The actual material of choice can become zirconia (yttria-tetragonal-zirconia-polycristal). This material was already applied as (aesthetic) implant abutment mate- rial. The advantages proven for zirconia as a prosthetic material are also applicable for zirconia as implant material:

a. The material is highly biocompatible;

b. Moreover it shows an high osseointegration-capacity;

c. Zirconia is also osseoconductive;

d. This ceramic is bio-inert: the biological stability is excellent;

e. There are no allergic reactions reported (yet);

f. Zirconia offers an excellent tissue response: on the surface there is much less bacterial plaque adhesion than on titanium surfaces;

g. Aesthetically, zirconia outdoes titanium because of it’s whitish color.

But of course there are also some disadvantages and adverse effects coupled to this implant material:

a. Most important, there are not many/enough (long term) random clinical trials that prove the success and survival rates of zirconia implants in humans;

b. The production cost of zirconia implants is much higher than the production cost of titanium implants. This factor will surely slow down the acceptance and spread of these implants;

c. Until now, most of the commercially available zirconia implants are one-piece implants. This was historically because of the lower tensile strength of zirconia. One-piece implants give less options for application, since zirconia implants are preferably not grinded. Grinding of zironcia can cause after all cracks. So the correct placement of these implants is very critical!

d. Actually some companies started the production of two-piece zirconia implants. But on this new concept, no research outcomes are available yet;

e. Over time, zirconia shows (minimal) biodegradation if in contact with fluids on a high(er) temperature. The mouth offers of course enough humidity because of the presence of saliva, but the regular body temperature is too low to start a significant biodegradation process;

f. Some studies showed the potential radioactivity of zirconium-dioxide. But this radioactivity can be considered lower than many hazardous radioactive appliances in our close environment.

Will titanium soon be discarded as implant material? Definitively not! The material has to many advantages to be replaced yet:

1. Cheap and easy production which makes the implants economically “affordable”;

2. Enormous amount of significant clinical data;

3. Two-piece products offering all versatile applications;

4. A large offer of different types – lengths –diameters – designs of screws. Therefor, titanium will surely remain the golden standard as implant material for the next decade(s).

Is zirconia just a temporary “ecological” hype? Surely not! There is a clear niche for zirconia implants that probably will grow when the material is completely established:

a. Aesthetic reconstructions in the front area, specifically in patients with a thin biotype. A withe or enamel colored implant is a great advantage in case of upcoming gingival recessions;

b. Patients with titanium allergy;

c. Patients preferring a bio-holistic/metal-free dental approach.

Future wise, two main topics need further and profound research:

a. How “undesirable” is the use of titanium as dental implant material for the overall general health?

b. What is the long(er) term clinical result of zirconia as implant material in the oral cavity?

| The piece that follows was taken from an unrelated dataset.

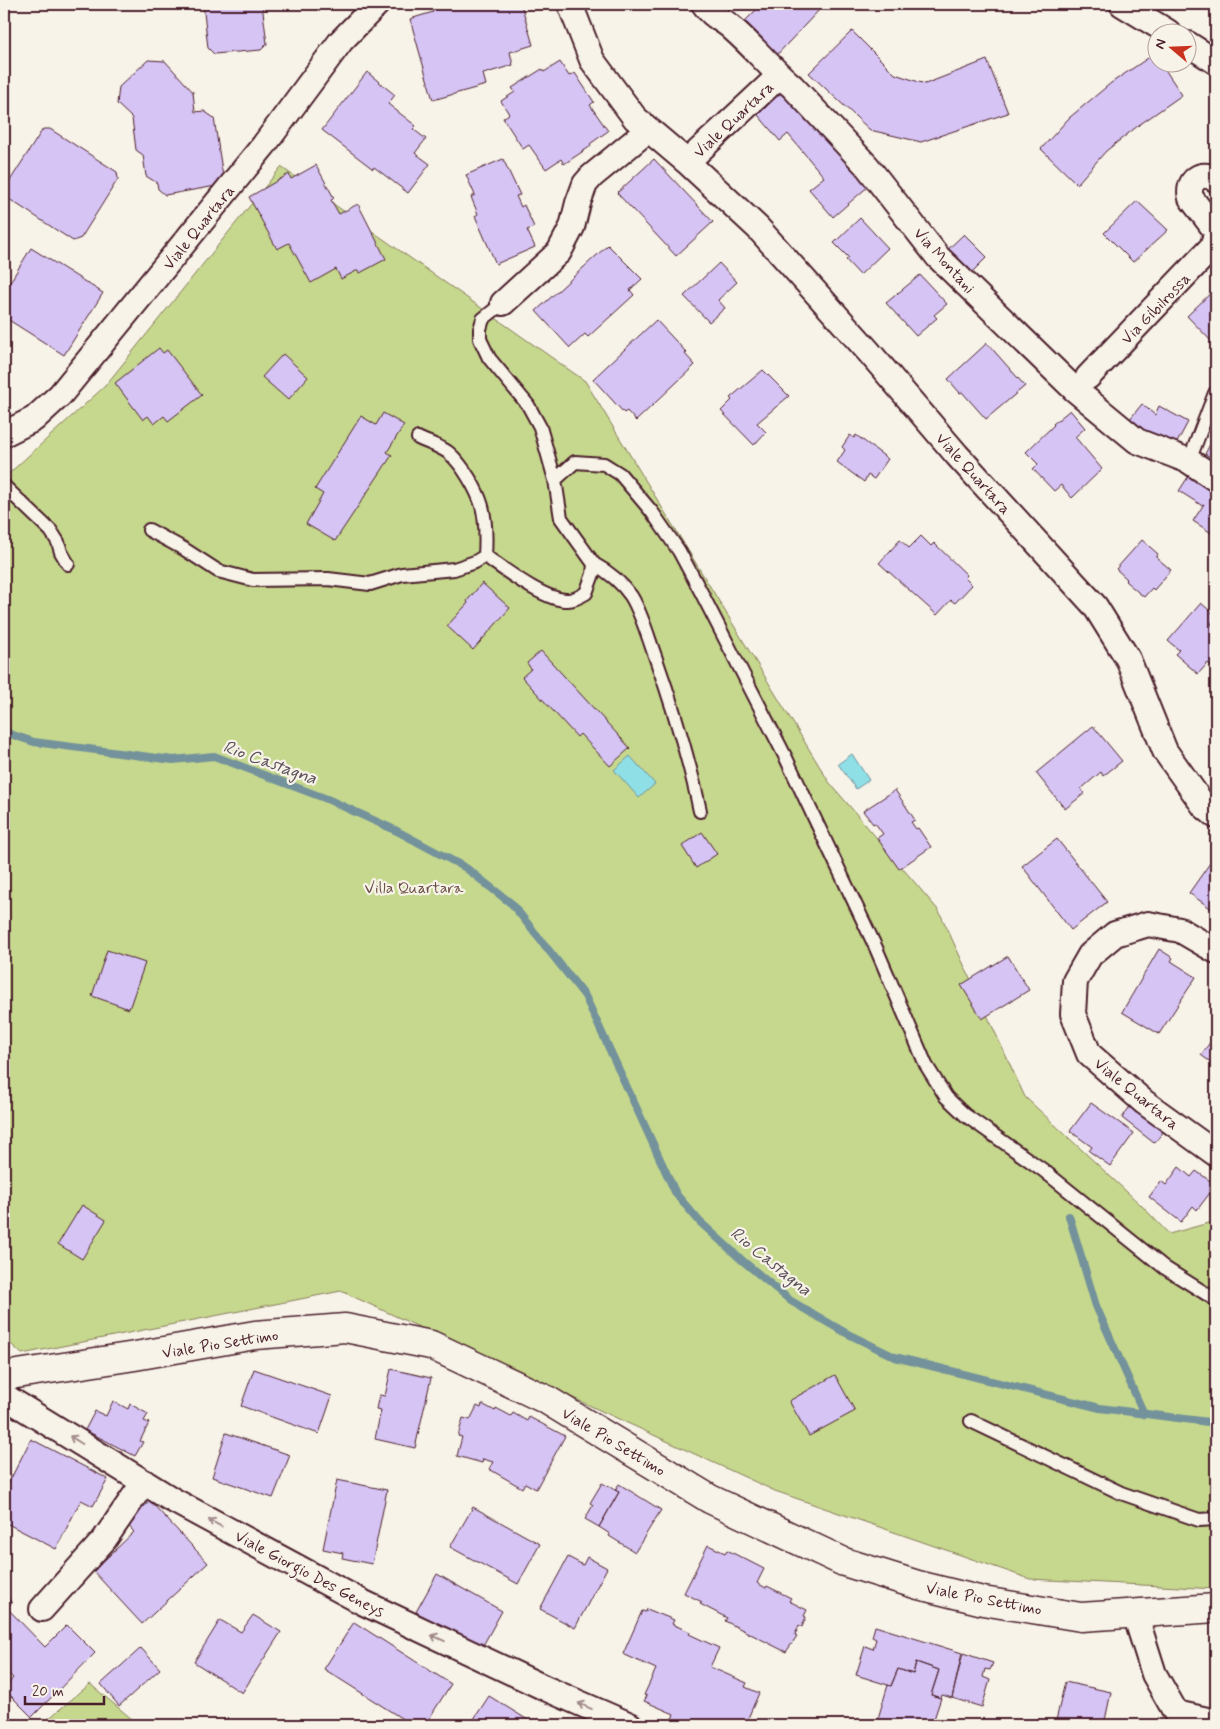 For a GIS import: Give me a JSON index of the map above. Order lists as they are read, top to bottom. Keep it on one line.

For answering both questions, much more randomized clinical trials are needed to come to significant conclusions. So for the moment, titanium remains probably the material of choice for tooth replacement; but zirconia will surely gets more applications in the mouth over time. The preservation of own teeth however, will always remain the cheapest, safest and healthiest solution on long term!


(1). Brånemark PI., et al. “Intra-osseous anchorage of dental prostheses. I. Experimental studies”. Scandinavian Journal of Plastic and Reconstructive Surgery 3.2 (1969): 81-100.

(2). Schroeder A., et al. “Tissue reaction to an implant of a titanium hollow cylinder with a titanium surface spray layer”. SSO Schweiz Monatsschr Zahnheilkd 86.7 (1976): 713-727.

(3). Sandhaus S. “Oral rehabilitation using implantation method C.B.S”. ZWR. 80.13 (1971): 597-604.